Flavour Pairings That Respect the Berry Note

Ruby reads as tangy and lightly fruity, so lean into partners that echo or frame that acidity. Raspberry, lychee, yuzu, and hibiscus amplify the berry side; a fior di latte or plain milk base lets the couverture speak for itself. Keep additions restrained — heavy dark-chocolate swirls or alkalised inclusions will overpower ruby and can dull its colour.
A light touch of salt sharpens perception of the fruit without reading as savoury, the same balancing role explored in salt in gelato. Avoid strongly aromatic spices that compete with the delicate berry note. If you want visible contrast, a raspberry ripple or a scatter of freeze-dried raspberry at service reinforces the colour story that ruby sets up, while keeping the couverture itself as the structural backbone of the flavour.

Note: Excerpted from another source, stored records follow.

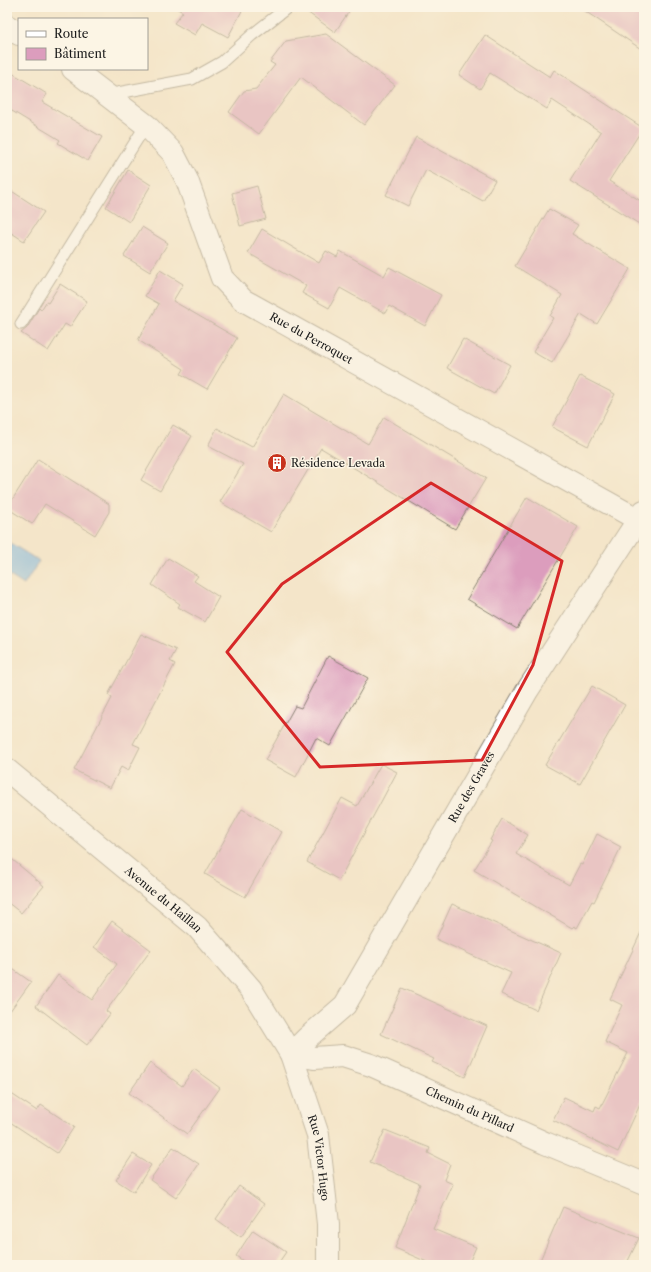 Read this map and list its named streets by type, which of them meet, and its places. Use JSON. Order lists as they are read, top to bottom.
{
  "streets": {
    "street": [
      "Rue du Perroquet",
      "Rue des Graves",
      "Avenue du Haillan",
      "Chemin du Pillard",
      "Rue Victor Hugo"
    ]
  },
  "crossings": [
    ["Rue du Perroquet", "Rue des Graves"],
    ["Rue des Graves", "Avenue du Haillan"],
    ["Rue des Graves", "Chemin du Pillard"],
    ["Rue des Graves", "Rue Victor Hugo"],
    ["Avenue du Haillan", "Chemin du Pillard"],
    ["Avenue du Haillan", "Rue Victor Hugo"],
    ["Chemin du Pillard", "Rue Victor Hugo"]
  ],
  "places": {
    "building": ["Résidence Levada"]
  },
  "legend": ["Route", "Bâtiment"]
} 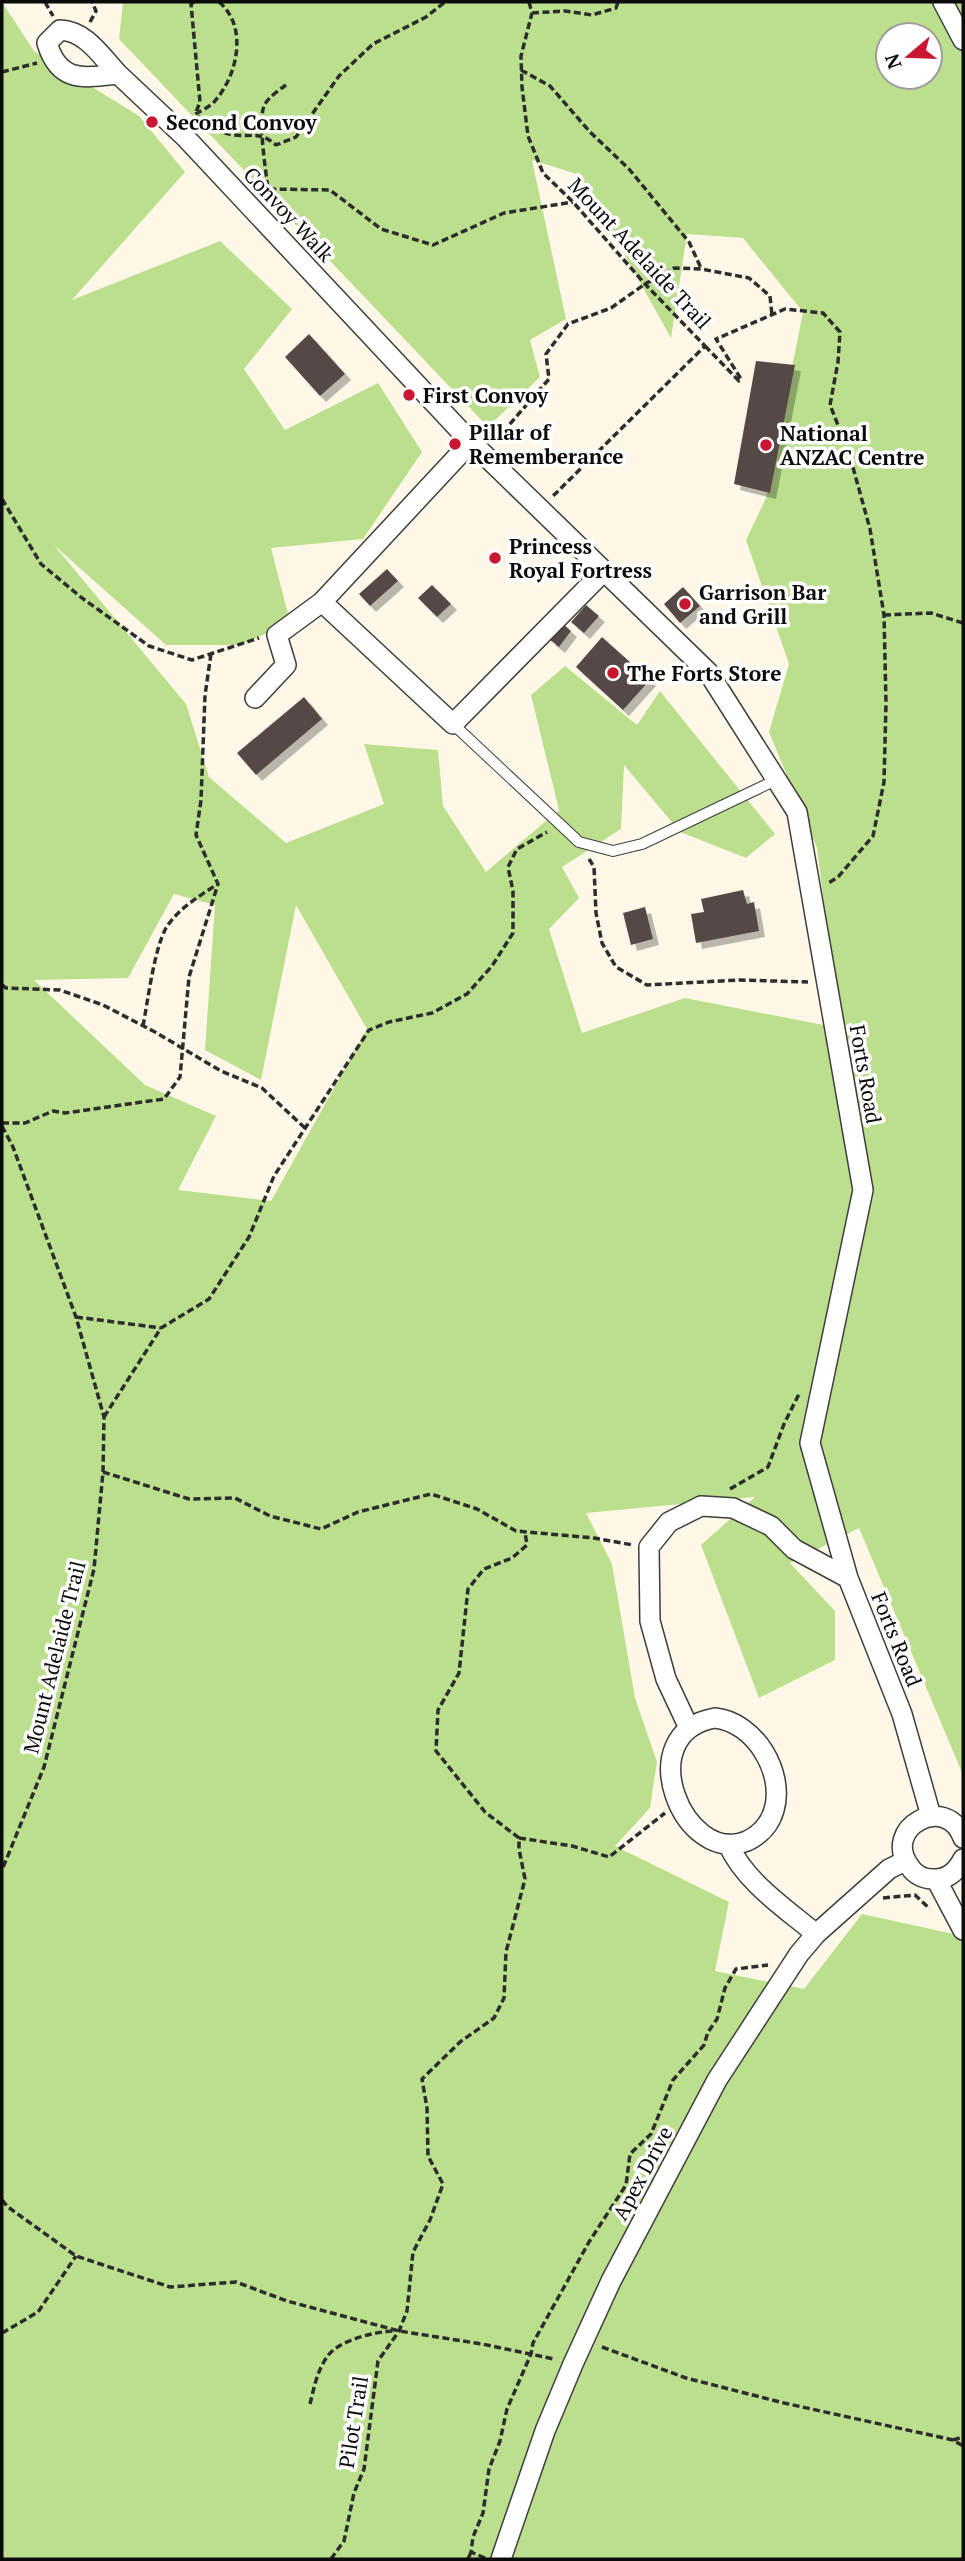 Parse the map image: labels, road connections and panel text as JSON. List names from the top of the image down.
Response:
{
  "streets": {
    "street": ["Convoy Walk", "Forts Road", "Apex Drive"],
    "path": ["Mount Adelaide Trail", "Pilot Trail"]
  },
  "crossings": [
    ["Convoy Walk", "Forts Road"],
    ["Mount Adelaide Trail", "Forts Road"]
  ],
  "places": [
    "Second Convoy",
    "First Convoy",
    "Pillar of Rememberance",
    "National ANZAC Centre",
    "Princess Royal Fortress",
    "Garrison Bar and Grill",
    "The Forts Store"
  ],
  "north": "left"
}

Handling, Storage, and Common Faults

Store ruby couverture cool, dry, and sealed; like all chocolate it is prone to fat bloom if temperature-cycled. In the finished gelato, the two most common complaints are a greasy mouthfeel (too much fat — reduce couverture and cream) and a faded, greyish colour (overheating or an alkaline mix — lower temperature and add a touch of acid). Neither is a defect in the ingredient; both trace back to balance and process, the same discipline that governs any ingredient-driven flavour.